Exercise brief:
An unchanged copy of every record below, without pictures, is the goal.

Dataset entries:
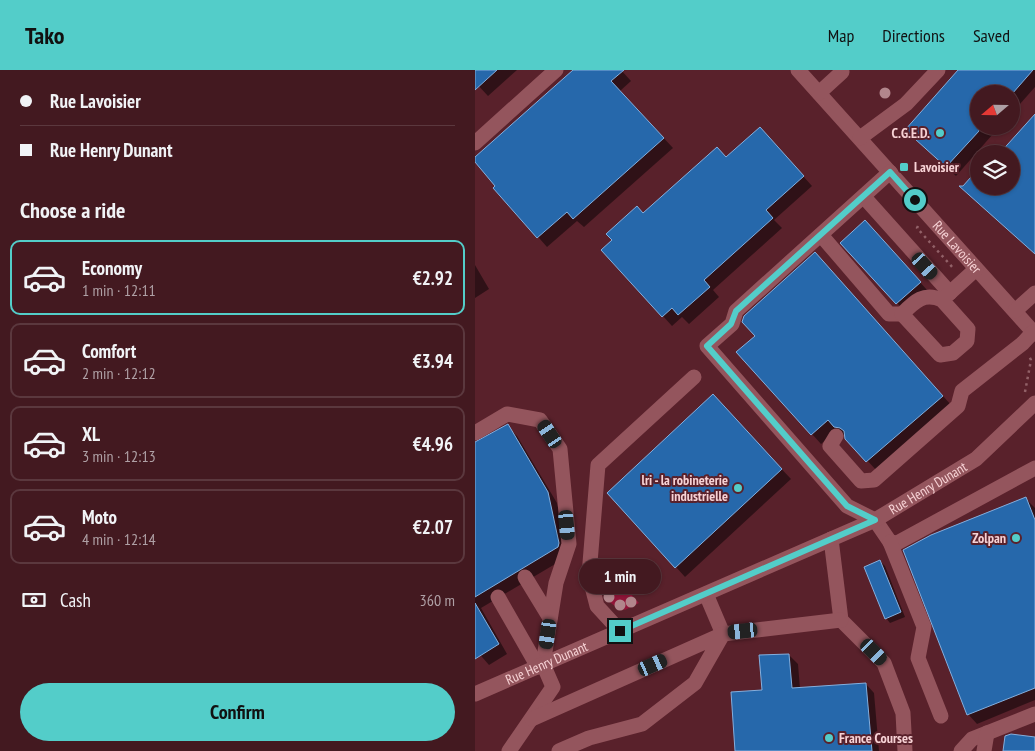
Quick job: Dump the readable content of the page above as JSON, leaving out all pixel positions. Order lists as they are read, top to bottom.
{
  "streets": {
    "street": ["Rue Lavoisier", "Rue Henry Dunant"]
  },
  "places": {
    "other": [
      "C.G.E.D.",
      "lri - la robineterie industrielle",
      "Zolpan",
      "France Courses"
    ],
    "transit": ["Lavoisier"]
  },
  "north": "left",
  "page": {
    "header": "Tako",
    "nav": ["Map", "Directions", "Saved"],
    "banner": ["Rue Lavoisier", "Rue Henry Dunant"],
    "heading": "Choose a ride",
    "list": [
      {
        "name": "Economy",
        "note": "1 min · 12:11",
        "value": "€2.92"
      },
      {
        "name": "Comfort",
        "note": "2 min · 12:12",
        "value": "€3.94"
      },
      {
        "name": "XL",
        "note": "3 min · 12:13",
        "value": "€4.96"
      },
      {
        "name": "Moto",
        "note": "4 min · 12:14",
        "value": "€2.07"
      }
    ],
    "bubble": "1 min",
    "pay": ["Cash", "360 m"],
    "buttons": "Confirm"
  }
}
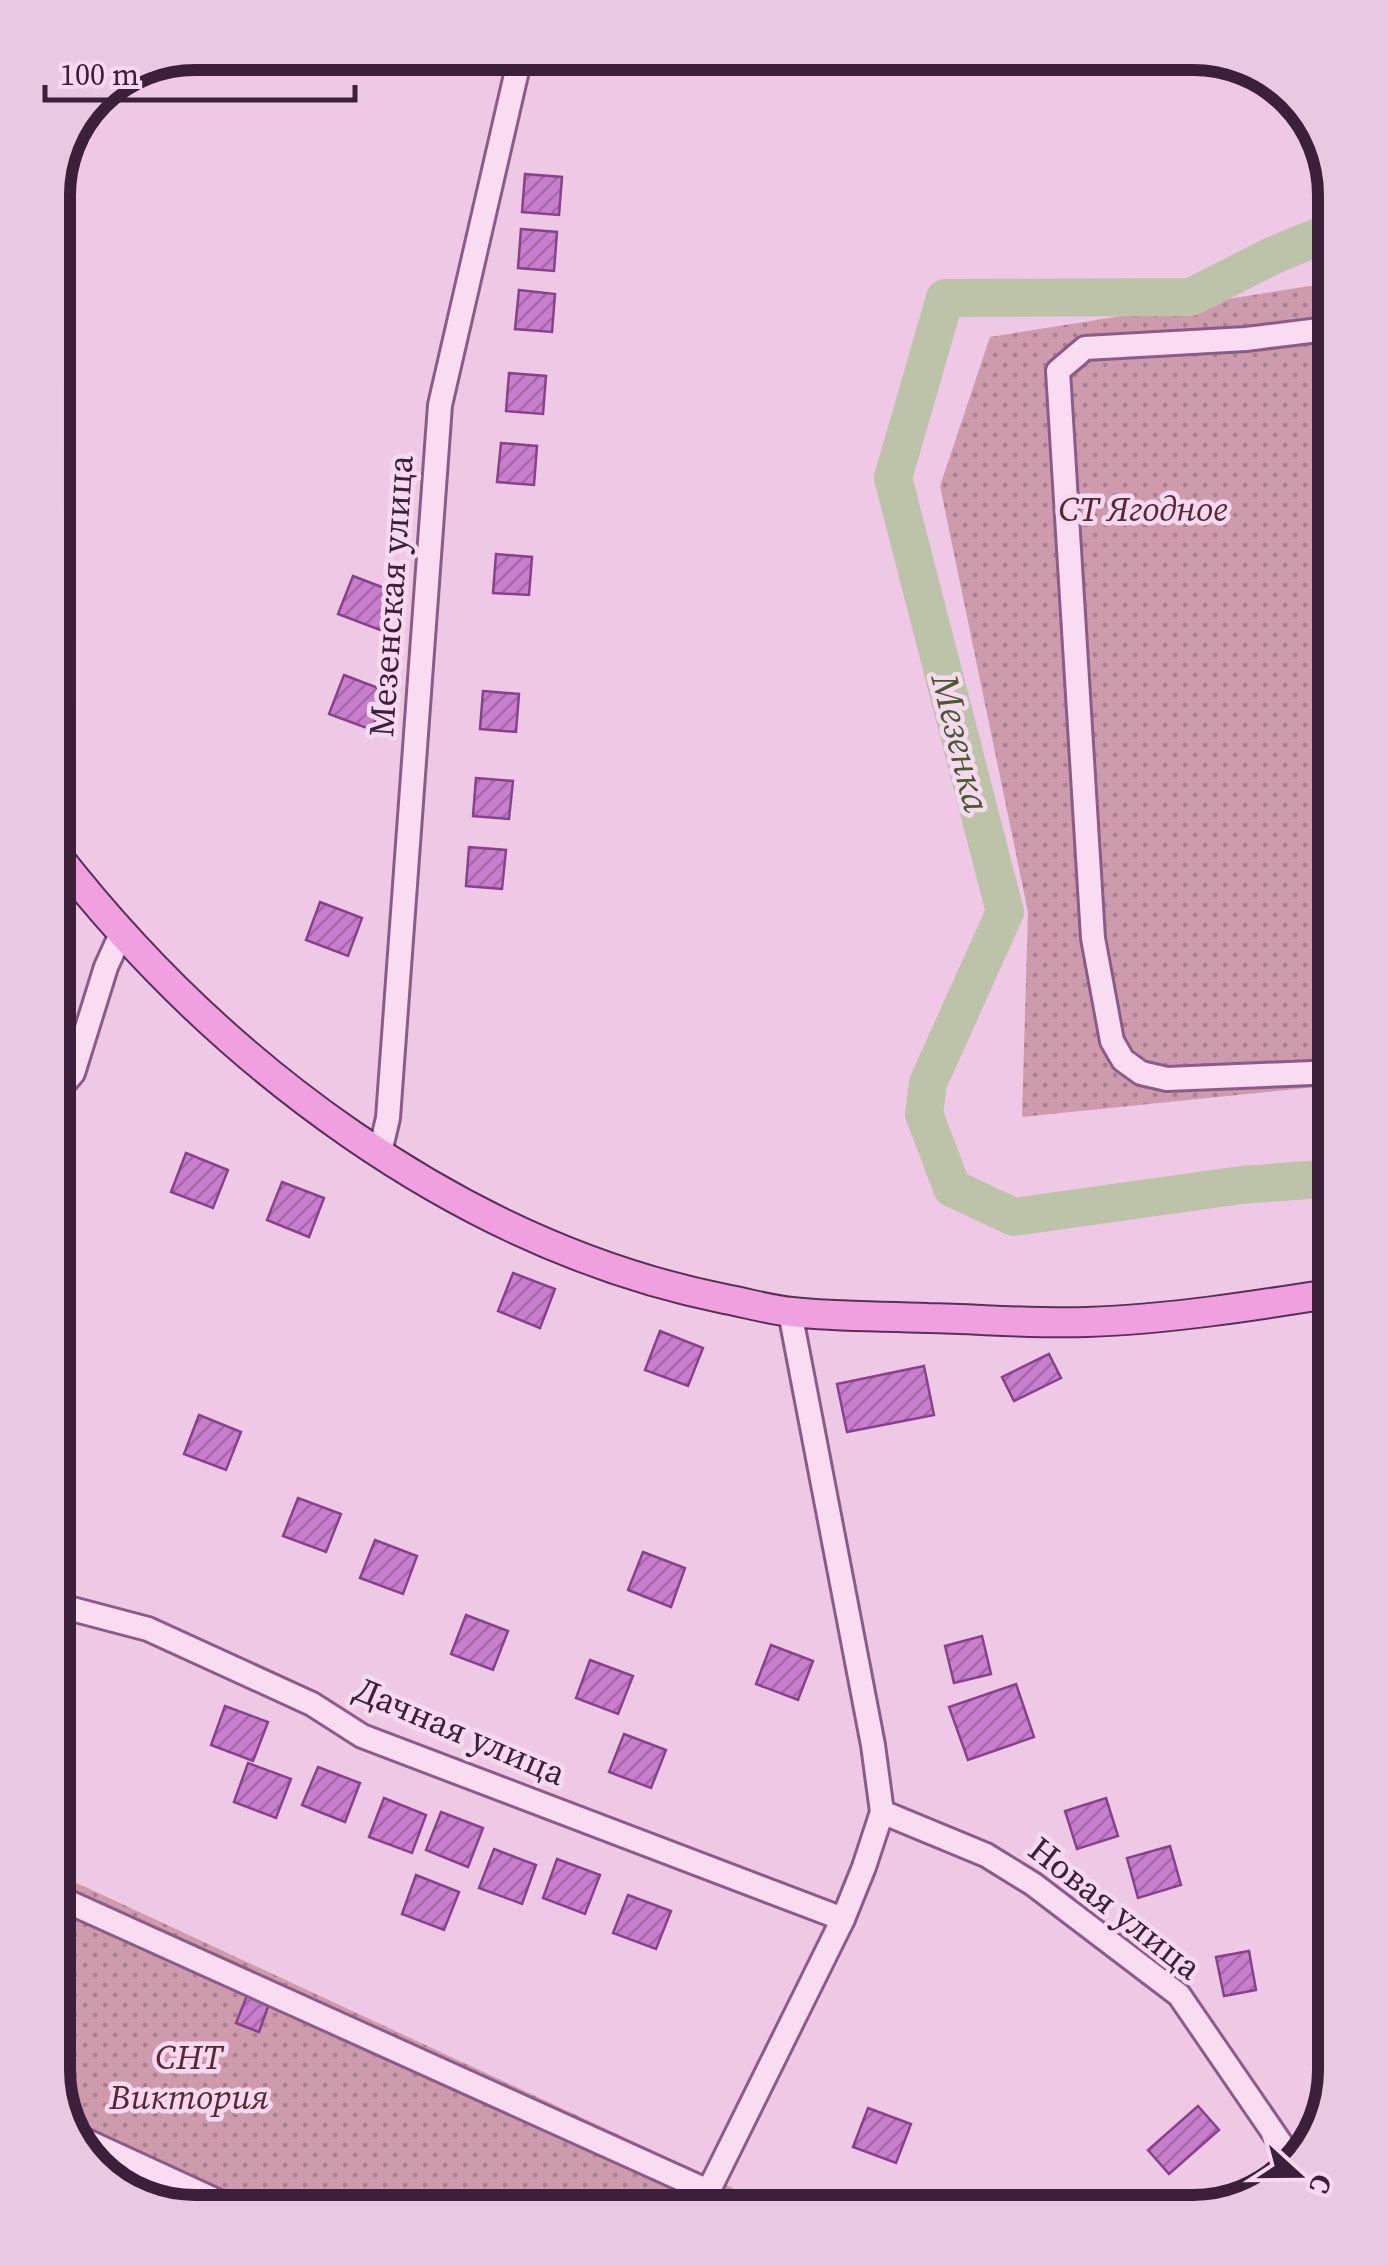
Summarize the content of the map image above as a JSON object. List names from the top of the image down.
{
  "streets": {
    "street": ["Мезенская улица", "Дачная улица", "Новая улица"]
  },
  "water": ["Мезенка"],
  "parks": ["СТ Ягодное", "СНТ Виктория"],
  "scale_bar": "100 m",
  "north": "right"
}
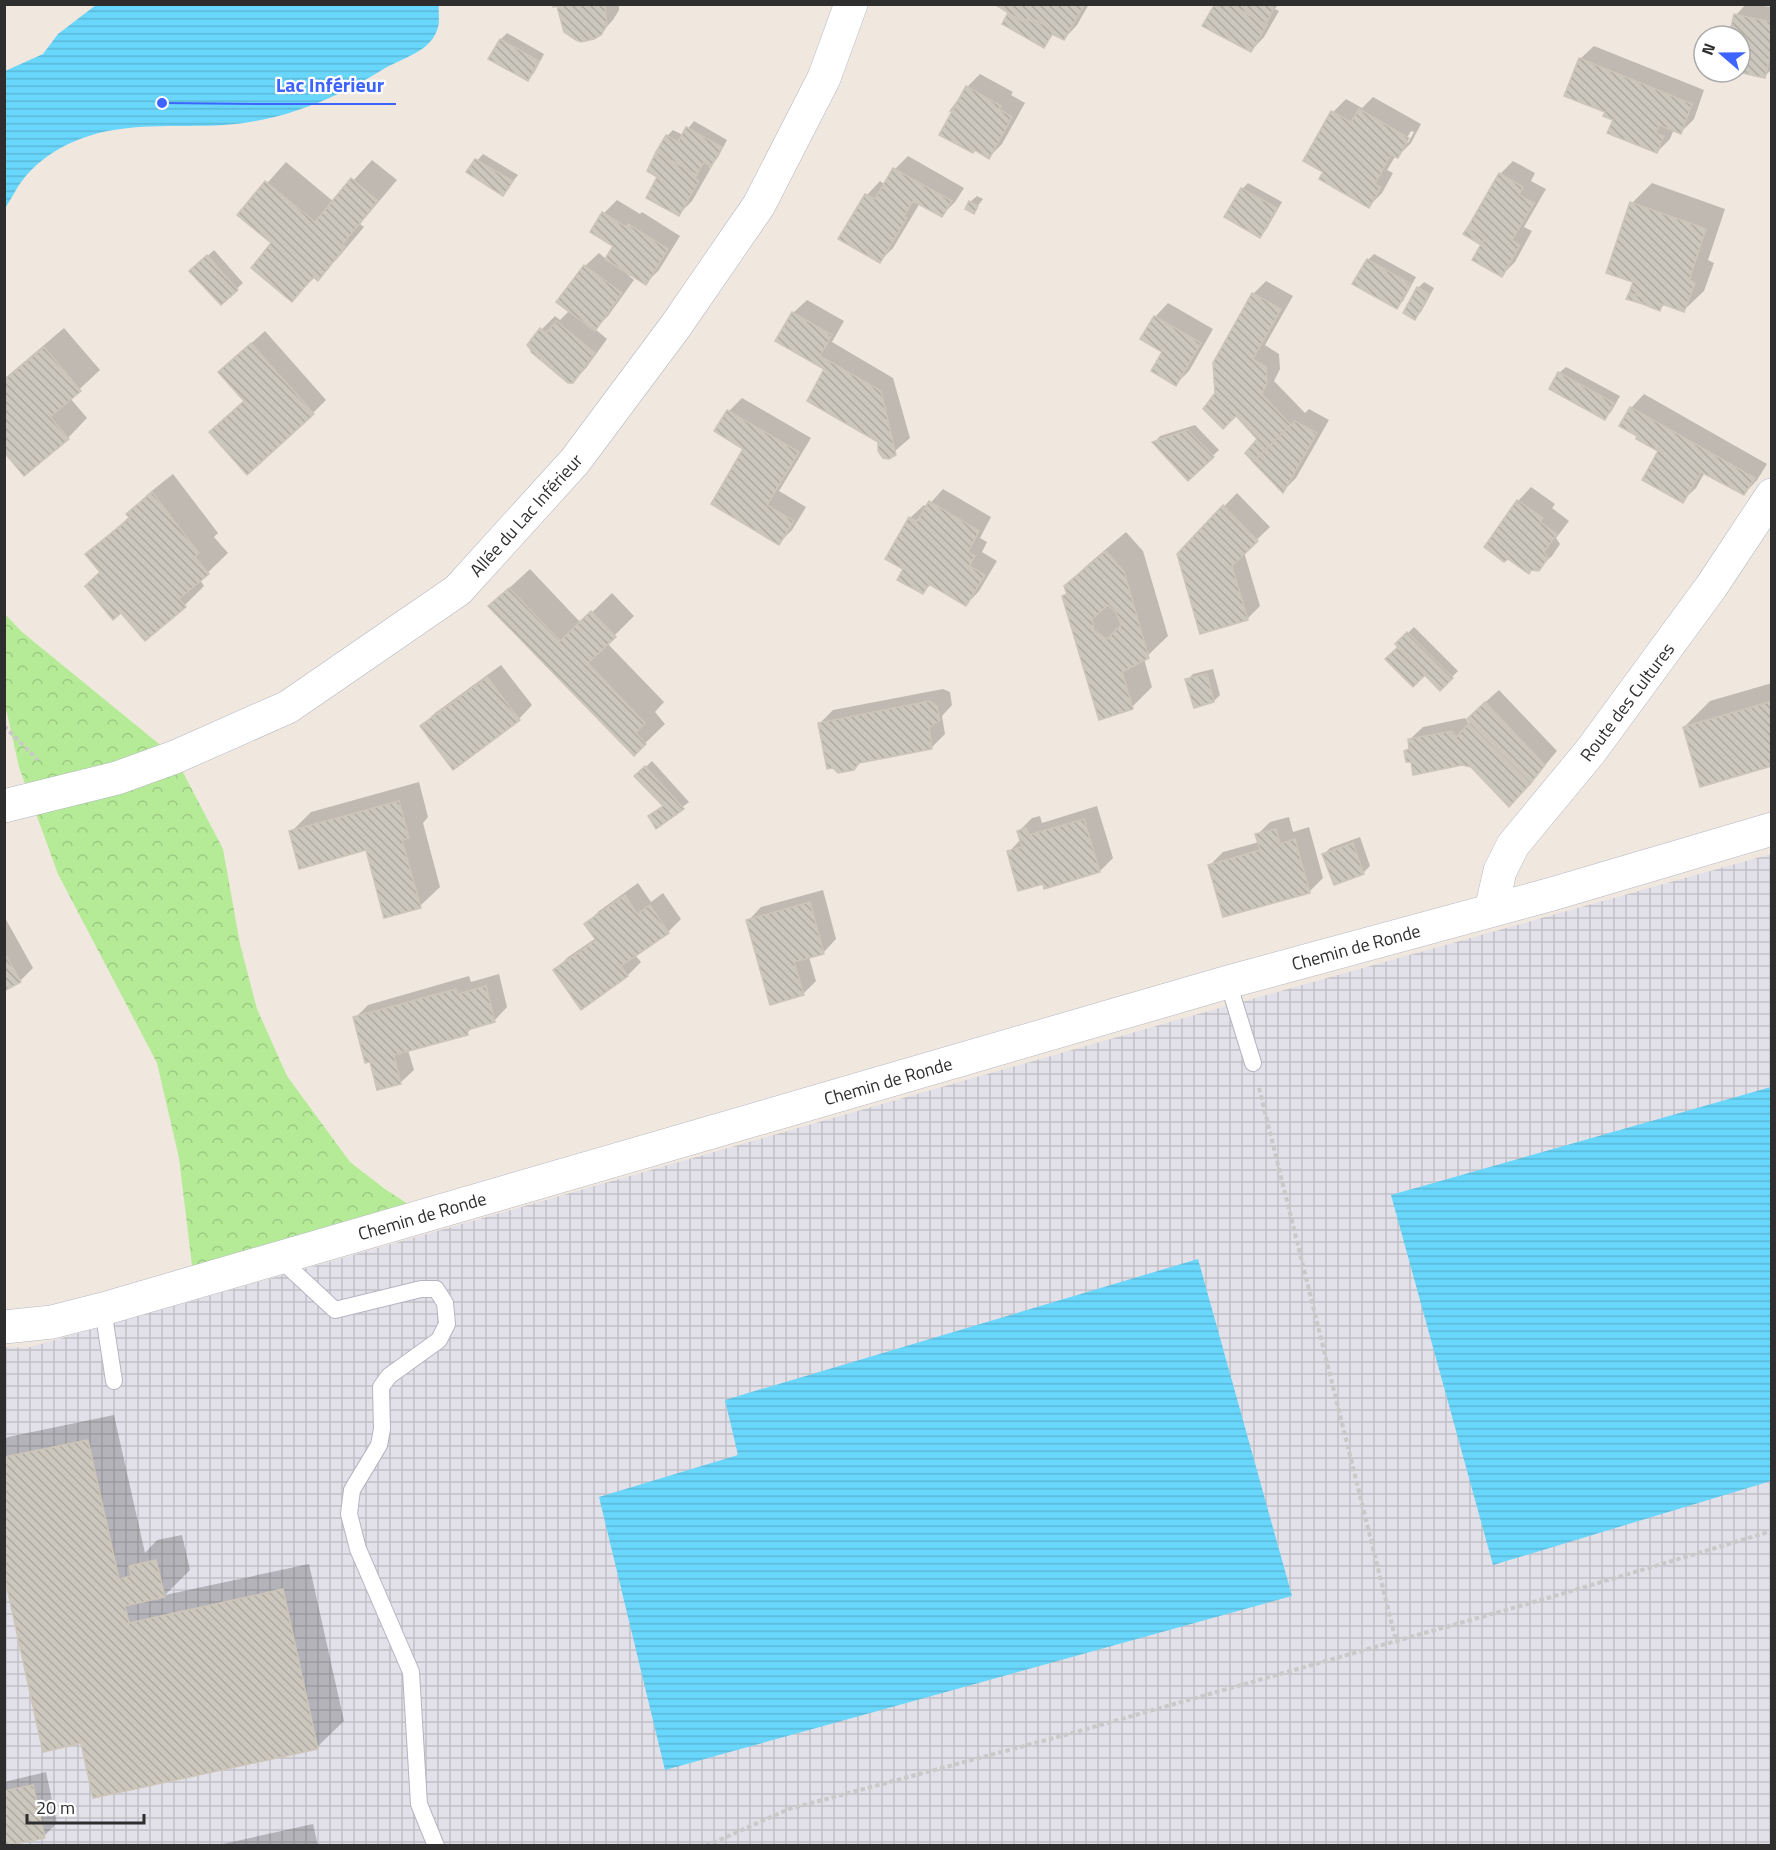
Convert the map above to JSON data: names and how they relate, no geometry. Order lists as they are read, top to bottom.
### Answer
{
  "streets": {
    "street": ["Allée du Lac Inférieur", "Route des Cultures", "Chemin de Ronde"]
  },
  "crossings": [
    ["Route des Cultures", "Chemin de Ronde"]
  ],
  "places": ["Lac Inférieur"],
  "scale_bar": "20 m",
  "north": "left"
}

Written response:
Quick job: Dump the readable content of the page above as JSON, leaving out all pixel positions. Order lists as they are read, top to bottom.
{
  "streets": {
    "street": ["Rue Lavoisier", "Rue Henry Dunant"]
  },
  "places": {
    "other": [
      "C.G.E.D.",
      "lri - la robineterie industrielle",
      "Zolpan",
      "France Courses"
    ],
    "transit": ["Lavoisier"]
  },
  "north": "left",
  "page": {
    "header": "Tako",
    "nav": ["Map", "Directions", "Saved"],
    "banner": ["Rue Lavoisier", "Rue Henry Dunant"],
    "heading": "Choose a ride",
    "list": [
      {
        "name": "Economy",
        "note": "1 min · 12:11",
        "value": "€2.92"
      },
      {
        "name": "Comfort",
        "note": "2 min · 12:12",
        "value": "€3.94"
      },
      {
        "name": "XL",
        "note": "3 min · 12:13",
        "value": "€4.96"
      },
      {
        "name": "Moto",
        "note": "4 min · 12:14",
        "value": "€2.07"
      }
    ],
    "bubble": "1 min",
    "pay": ["Cash", "360 m"],
    "buttons": "Confirm"
  }
}
Summarize the content of the map image above as a JSON object. List names from the top of the image down.
{
  "streets": {
    "street": ["Мезенская улица", "Дачная улица", "Новая улица"]
  },
  "water": ["Мезенка"],
  "parks": ["СТ Ягодное", "СНТ Виктория"],
  "scale_bar": "100 m",
  "north": "right"
}
Convert the map above to JSON data: names and how they relate, no geometry. Order lists as they are read, top to bottom.
### Answer
{
  "streets": {
    "street": ["Allée du Lac Inférieur", "Route des Cultures", "Chemin de Ronde"]
  },
  "crossings": [
    ["Route des Cultures", "Chemin de Ronde"]
  ],
  "places": ["Lac Inférieur"],
  "scale_bar": "20 m",
  "north": "left"
}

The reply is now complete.